If you’re thinking about having plastic surgery, you might want to do a little pre-op preparation.
The risks of cosmetic surgery have come under a spotlight after two serious incidents were reported this month.
A 29-year-old West Virginia woman and mother of two, Heather Meadows, died in early May after undergoing a Brazilian butt lift procedure at a South Florida clinic.
According to the medical examiner’s report, Meadows died from a fat embolism. That’s when fat enters the bloodstream, causing a blood vessel to clog.
A heart defect also contributed to Meadows’ death, according to the examiner.
Also in Florida, a mother this week spoke publically about the dangers. Mariela Diaz said her daughter suffered permanent brain damage three years ago while undergoing breast augmentation surgery.
The injury was caused by a lack of oxygen to the brain, state officials said.
The Miami Herald reported there were 46 office surgery deaths in Florida between 2000 and 2010.
“I tell the daughters and mothers to think it over before going to those clinics because they never know how they are going to come out,” Diaz told The Herald. “They should accept what they have naturally.”
Do Your Research
The cases have prompted some cautionary advice from experts.
“Patients really need to do a lot of research in finding the right certified doctors before they undergo cosmetic surgery,” Dr. David H. Song, the president of the American Society of Plastic Surgeons, told Healthline.

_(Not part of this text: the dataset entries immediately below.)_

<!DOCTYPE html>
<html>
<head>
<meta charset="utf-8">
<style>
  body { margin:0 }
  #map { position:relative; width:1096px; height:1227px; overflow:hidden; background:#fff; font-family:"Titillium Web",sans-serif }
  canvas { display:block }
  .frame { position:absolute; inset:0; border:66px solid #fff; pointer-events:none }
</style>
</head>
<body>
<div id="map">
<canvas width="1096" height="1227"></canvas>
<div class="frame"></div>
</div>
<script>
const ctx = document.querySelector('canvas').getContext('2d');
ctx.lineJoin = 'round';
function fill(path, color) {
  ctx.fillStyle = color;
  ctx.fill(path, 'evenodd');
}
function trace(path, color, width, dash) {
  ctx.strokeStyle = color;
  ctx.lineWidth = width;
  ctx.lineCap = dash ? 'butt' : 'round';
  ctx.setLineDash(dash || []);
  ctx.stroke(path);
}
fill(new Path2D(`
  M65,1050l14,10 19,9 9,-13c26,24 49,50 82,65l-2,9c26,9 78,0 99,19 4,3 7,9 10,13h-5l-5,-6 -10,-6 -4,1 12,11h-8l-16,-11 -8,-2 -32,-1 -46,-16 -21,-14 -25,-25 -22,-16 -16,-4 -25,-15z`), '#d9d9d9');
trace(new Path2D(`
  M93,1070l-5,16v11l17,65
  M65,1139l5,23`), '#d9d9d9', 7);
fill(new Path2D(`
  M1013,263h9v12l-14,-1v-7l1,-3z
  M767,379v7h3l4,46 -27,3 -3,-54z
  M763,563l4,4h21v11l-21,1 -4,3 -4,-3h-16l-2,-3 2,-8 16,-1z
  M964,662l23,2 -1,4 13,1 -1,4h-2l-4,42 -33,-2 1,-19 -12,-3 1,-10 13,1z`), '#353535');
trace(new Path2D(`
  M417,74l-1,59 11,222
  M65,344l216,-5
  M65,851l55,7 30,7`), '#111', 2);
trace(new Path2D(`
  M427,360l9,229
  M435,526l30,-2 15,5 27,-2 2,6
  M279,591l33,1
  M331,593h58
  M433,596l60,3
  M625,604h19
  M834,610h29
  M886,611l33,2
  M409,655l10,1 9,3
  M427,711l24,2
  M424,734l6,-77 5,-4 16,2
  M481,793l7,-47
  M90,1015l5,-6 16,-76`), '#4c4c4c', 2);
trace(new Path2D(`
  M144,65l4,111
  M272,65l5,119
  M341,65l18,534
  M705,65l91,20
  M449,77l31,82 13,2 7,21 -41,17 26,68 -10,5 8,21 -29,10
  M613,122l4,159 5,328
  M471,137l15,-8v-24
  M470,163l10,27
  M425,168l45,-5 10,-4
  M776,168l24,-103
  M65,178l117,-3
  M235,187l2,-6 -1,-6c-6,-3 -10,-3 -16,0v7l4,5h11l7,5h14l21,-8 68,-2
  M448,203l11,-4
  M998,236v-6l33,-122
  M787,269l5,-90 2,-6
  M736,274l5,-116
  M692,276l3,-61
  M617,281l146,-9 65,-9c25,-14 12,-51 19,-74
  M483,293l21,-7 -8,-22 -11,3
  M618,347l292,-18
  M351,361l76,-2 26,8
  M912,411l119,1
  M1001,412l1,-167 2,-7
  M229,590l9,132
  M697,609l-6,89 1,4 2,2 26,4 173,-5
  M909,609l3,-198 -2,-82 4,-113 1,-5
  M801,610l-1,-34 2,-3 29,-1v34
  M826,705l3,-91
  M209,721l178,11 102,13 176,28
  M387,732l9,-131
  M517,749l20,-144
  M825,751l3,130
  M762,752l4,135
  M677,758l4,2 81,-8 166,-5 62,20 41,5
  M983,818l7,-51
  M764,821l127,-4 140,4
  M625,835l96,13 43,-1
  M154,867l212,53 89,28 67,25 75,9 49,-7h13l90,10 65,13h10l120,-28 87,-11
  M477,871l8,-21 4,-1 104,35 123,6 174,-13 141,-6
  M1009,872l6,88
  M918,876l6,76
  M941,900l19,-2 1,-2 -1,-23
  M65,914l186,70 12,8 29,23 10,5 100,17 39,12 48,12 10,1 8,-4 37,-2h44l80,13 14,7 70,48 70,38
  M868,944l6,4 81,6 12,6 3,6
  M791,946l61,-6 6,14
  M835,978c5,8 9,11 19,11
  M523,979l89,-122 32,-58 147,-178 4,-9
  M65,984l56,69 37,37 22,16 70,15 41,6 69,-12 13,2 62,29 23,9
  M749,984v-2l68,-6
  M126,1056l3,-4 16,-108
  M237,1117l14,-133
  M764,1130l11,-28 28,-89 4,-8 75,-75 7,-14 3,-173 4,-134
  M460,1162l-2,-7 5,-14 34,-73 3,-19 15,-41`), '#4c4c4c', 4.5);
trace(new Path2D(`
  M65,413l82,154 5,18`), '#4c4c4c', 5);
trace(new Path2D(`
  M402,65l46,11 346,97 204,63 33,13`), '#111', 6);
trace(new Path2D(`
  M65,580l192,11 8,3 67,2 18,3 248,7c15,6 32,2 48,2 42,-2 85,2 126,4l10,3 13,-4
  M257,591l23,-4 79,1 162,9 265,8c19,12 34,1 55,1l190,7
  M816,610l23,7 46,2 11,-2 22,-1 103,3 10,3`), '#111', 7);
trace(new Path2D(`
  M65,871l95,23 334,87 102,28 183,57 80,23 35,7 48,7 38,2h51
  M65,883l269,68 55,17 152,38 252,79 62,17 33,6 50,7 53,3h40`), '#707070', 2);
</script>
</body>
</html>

Song explained that although a fat embolism is a known potential problem in plastic surgery, it’s a rare complication.
“That’s why it is extremely important that patients go to a board-certified plastic surgeon by the American Board of Plastic Surgery and who are members of the American Society of Plastic Surgeons because we’re trained to deal with these things and, more importantly, to prevent them,” said Song.
He explained that many doctors are falsely claiming to be board-certified plastic surgeons.
“There are many people out there that are calling themselves board-certified, but they’re not,” said Song.
To be board-certified by the American Board of Plastic Surgery, a doctor needs at least six years of training and has to pass two rigorous examinations.
“It takes a good seven to eight years to become board-certified,” said Song.
Song stressed that it’s not safe for a patient to undergo cosmetic surgery with a doctor that has certification in another area of medical expertise.
“There are a lot of pseudo boards, someone can be board-certified in internal medicine and still call himself or herself a cosmetic surgeon and still say that they’re a board-certified cosmetic surgeon,” he said. “The training is vastly different and that’s the critical piece here that needs to be broadcasted.”
Patients can seek board-certified plastic surgeons by using the Board-Certified Plastic Surgeon Finder at plasticsurgery.org, a directory of American Society of Plastic Surgeon members.
It’s Still Surgery
NBC Miami reported that the clinic where Meadows underwent surgery, Encore Plastic Surgery, is fully licensed.
The clinic’s website states it has board-certified surgeons with experience in each of the procedures they perform.
However, the doctors listed on the Encore Plastic Surgery website are not listed on the Board-Certified Plastic Surgeon Finder.
A representative for the clinic ended an online conversation with Healthline when asked if the doctors at Encore Plastic Surgery are board-certified by the American Board of Plastic Surgeons.
“Patients spend more time looking for a hairdresser or buying a car than they do doing research for a plastic surgeon and that’s really a shame and potentially can be very dangerous,” said Song.
“It doesn’t mean that board-certified plastic surgeons don’t have complications, so patients do need to understand that this is real surgery with real potential complications,” he said.
Even when performing a minor surgery, board-certified plastic surgeons have been trained to spend much of their time going through the patient’s history, medications, and physical exams to prevent complications.
Song explained that there are many red flags when evaluating a patient before deciding whether or not they should undergo esthetic plastic surgery.
“Respiratory, breathing problems, childhood development, family history, medication interactions, previous surgical histories, reactions to any anesthesia, recovery, their activity level, their home environment, who’s going to help take care of them, all of these things play into how someone’s going to recover successfully and quickly,” he said.
Not for Everybody
Song said he turns away at least 3 out of 10 patients due to these potential complications.
He explained that when doing aesthetic surgery, everything has to be perfect.
“They have to be healthy. They have to be in ideal shape. They have to be in great shape mentally and emotionally. Also, for non-medical reasons, if a patient comes in with expectations that are unrealistic or motives that are not aligned with well-being, these are things that are very critical,” Song said.
He said that once a patient finds the right doctor, it’s important for them to be honest about their history, including drinking, smoking, drugs, medicines, and past medical procedures.
“This is your health and surgery, as minor as it may seem and appear on TV, is real surgery and has real and potential complications,” Song emphasized.